[lttng-dev] [rp] [RFC] Readiness for URCU release with RCU lock-free hash table

Tue May 1 15:47:14 EDT 2012

On Tue, May 01, 2012 at 01:41:36PM -0400, Mathieu Desnoyers wrote:
> * Paul E. McKenney (paulmck at linux.vnet.ibm.com) wrote:
> > On Tue, May 01, 2012 at 11:21:44AM -0400, Mathieu Desnoyers wrote:
> > > * Mathieu Desnoyers (mathieu.desnoyers at efficios.com) wrote:
> > > > * Paul E. McKenney (paulmck at linux.vnet.ibm.com) wrote:
> > > > > On Tue, May 01, 2012 at 10:16:09AM -0400, Mathieu Desnoyers wrote:
> > > > > > Hi!
> > > > > > 
> > > > > > After 1 year of development, with the last 6-7 months spent polishing
> > > > > > the API and testing the implementation, I think it is getting about time
> > > > > > to release the RCU lock-free hash table in a new Userspace RCU version
> > > > > > (0.7).
> > > > > > 
> > > > > > I recently described the guarantees provided by the hash table in more
> > > > > > detail, and created tests for the uniqueness guarantee for traversals
> > > > > > performed concurrently with add_unique and add_replace operations. I
> > > > > > also added test modes that create long hash chains, to test corner-cases
> > > > > > of the hash table.
> > > > > > 
> > > > > > One small thing I wonder is whether we should document that the hash
> > > > > > table update operations imply full memory barriers ?
> > > > > 
> > > > > The Linux kernel's rule seems good here -- if a hash-table operation is
> > > > > atomic and returns a value, it should imply a full barrier.  So:
> > > > > 
> > > > > cds_lfht_new(): No point in claiming barriers -- publishing the
> > > > > 	pointer to the hash table is where the barriers are important.
> > > > > 
> > > > > cds_lfht_destroy(): Ditto.
> > > > > 
> > > > > cds_lfht_lookup(): Not an update (let alone an atomic update), no barriers.
> > > > > 
> > > > > cds_lfht_next_duplicate(): Ditto.
> > > > > 
> > > > > cds_lfht_first(): Ditto.
> > > > > 
> > > > > cds_lfht_next(): Ditto.
> > > > > 
> > > > > cds_lfht_add(): Atomic update, but no return value, so no barrier
> > > > > 	implied.
> > > > 
> > > > Yep, makes sense.

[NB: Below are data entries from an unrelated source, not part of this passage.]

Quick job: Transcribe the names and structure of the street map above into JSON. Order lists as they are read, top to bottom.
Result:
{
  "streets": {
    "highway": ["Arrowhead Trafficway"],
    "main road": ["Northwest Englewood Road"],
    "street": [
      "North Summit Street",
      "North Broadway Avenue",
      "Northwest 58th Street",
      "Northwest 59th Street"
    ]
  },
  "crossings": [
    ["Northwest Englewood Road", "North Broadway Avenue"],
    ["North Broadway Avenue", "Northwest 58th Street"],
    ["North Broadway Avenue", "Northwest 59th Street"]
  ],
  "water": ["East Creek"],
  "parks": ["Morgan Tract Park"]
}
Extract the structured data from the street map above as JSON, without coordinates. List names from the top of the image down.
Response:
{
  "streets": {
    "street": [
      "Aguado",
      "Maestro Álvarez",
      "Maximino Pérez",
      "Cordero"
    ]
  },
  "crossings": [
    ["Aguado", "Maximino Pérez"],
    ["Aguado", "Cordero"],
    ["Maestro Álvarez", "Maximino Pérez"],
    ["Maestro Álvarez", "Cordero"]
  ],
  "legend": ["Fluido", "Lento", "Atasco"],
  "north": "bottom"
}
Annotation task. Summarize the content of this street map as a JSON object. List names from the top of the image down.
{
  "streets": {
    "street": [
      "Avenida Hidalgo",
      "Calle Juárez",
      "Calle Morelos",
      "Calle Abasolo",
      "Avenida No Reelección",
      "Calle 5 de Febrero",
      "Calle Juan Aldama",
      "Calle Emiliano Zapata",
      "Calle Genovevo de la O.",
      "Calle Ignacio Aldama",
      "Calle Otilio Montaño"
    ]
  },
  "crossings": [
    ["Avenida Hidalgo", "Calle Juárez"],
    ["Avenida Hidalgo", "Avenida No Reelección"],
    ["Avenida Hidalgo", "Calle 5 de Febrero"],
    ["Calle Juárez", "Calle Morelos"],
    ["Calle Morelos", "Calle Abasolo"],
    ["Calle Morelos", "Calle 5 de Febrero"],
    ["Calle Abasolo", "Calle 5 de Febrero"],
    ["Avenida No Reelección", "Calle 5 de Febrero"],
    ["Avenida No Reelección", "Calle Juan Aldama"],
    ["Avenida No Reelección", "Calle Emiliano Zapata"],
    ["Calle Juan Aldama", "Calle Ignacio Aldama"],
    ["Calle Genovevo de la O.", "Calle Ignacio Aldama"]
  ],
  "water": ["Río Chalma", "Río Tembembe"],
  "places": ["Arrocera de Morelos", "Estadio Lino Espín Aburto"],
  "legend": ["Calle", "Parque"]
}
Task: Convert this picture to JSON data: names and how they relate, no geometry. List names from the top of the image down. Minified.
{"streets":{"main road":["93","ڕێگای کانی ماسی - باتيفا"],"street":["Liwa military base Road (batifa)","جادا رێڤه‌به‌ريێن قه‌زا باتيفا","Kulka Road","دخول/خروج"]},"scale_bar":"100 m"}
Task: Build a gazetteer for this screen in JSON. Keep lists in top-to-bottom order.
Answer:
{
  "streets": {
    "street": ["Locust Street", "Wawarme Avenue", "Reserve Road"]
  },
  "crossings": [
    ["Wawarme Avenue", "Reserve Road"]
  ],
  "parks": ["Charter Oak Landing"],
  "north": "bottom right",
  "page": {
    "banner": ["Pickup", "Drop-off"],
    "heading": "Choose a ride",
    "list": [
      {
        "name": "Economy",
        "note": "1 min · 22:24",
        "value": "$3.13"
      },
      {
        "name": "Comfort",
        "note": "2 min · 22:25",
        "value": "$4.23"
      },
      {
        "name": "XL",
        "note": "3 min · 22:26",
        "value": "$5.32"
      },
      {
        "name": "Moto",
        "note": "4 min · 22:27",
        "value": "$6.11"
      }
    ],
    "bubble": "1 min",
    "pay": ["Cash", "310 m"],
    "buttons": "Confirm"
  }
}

We use cmpxchg internally to perform the update, but
> > > > it could make sense to eventually use a cmpxchg that has no memory
> > > > barriers to perform this update. So I agree on not providing a memory
> > > > barrier guarantee on the "add" operation, since it does not return any
> > > > value.
> > > > 
> > > > > 
> > > > > cds_lfht_add_unique(): Atomic update that returns a value, so should
> > > > > 	imply a full memory barrier.
> > > > 
> > > > add_unique is a bit special:
> > > > 
> > > > - if it returns the node received as parameter, it means the add
> > > >   succeeded, which imply an update, and thus a memory barrier.
> > > 
> > > Hrm, thinking further: if we make the "add" operation not act as a
> > > full memory barrier, then the add_unique success should not act as a
> > > full mb neither.
> > 
> > Think of it as being similar to the Linux kernel's atomic_inc() and
> > atomic_add_return() primitives.  The latter guarantees memory barriers
> > and the former does not.
> 
> I think add/add_unique vs atomic_inc/atomic_add_return are fundamentally
> different.
> 
> atomic_inc:
>  - input: increment
>  - output: none
>  - effect: increment target address value
> 
> atomic_add_return:
>  - input: increment
>  - output: incremented value
>  - effect: increment target address value, atomically reading the
>    resulting value.
> 
> hash table add:
>  - input: new node to add
>  - output: none
>  - effect: atomically add the new node into the table
> 
> hash table add_unique (success):
>  - input: new node to add
>  - output: (we just return whether the operation has succeeded)
>  - effect: atomically add the new node into the table
> 
> hash table add_unique (failure):
>  - input: new node to try adding
>  - output: (we just return whether the operation has succeeded)
>  - effect: simple lookup (read)
> 
> So as we see, the add_unique failure only performs a read. Adding a
> memory barrier before this read would require us to add a memory barrier
> also on the success path, which would degrade performance. The success
> path does: lookup failure, cmpxchg to add the node, retry if changed.
> Adding a memory barrier before the lookup would add an extra memory
> barrier in addition to the one located in the cmpxchg, and I don't think
> we want that overhead.

Perhaps a better analogy is cmpxchg() in the Linux kernel.  Some
architectures place the memory barrier before unconditionally, but place
a memory barrier after only if the cmpxchg() succeeds.  Of course,
architectures for which the cmpxchg instruction implies a barrier
don't need any explicit memory-barrier instructions.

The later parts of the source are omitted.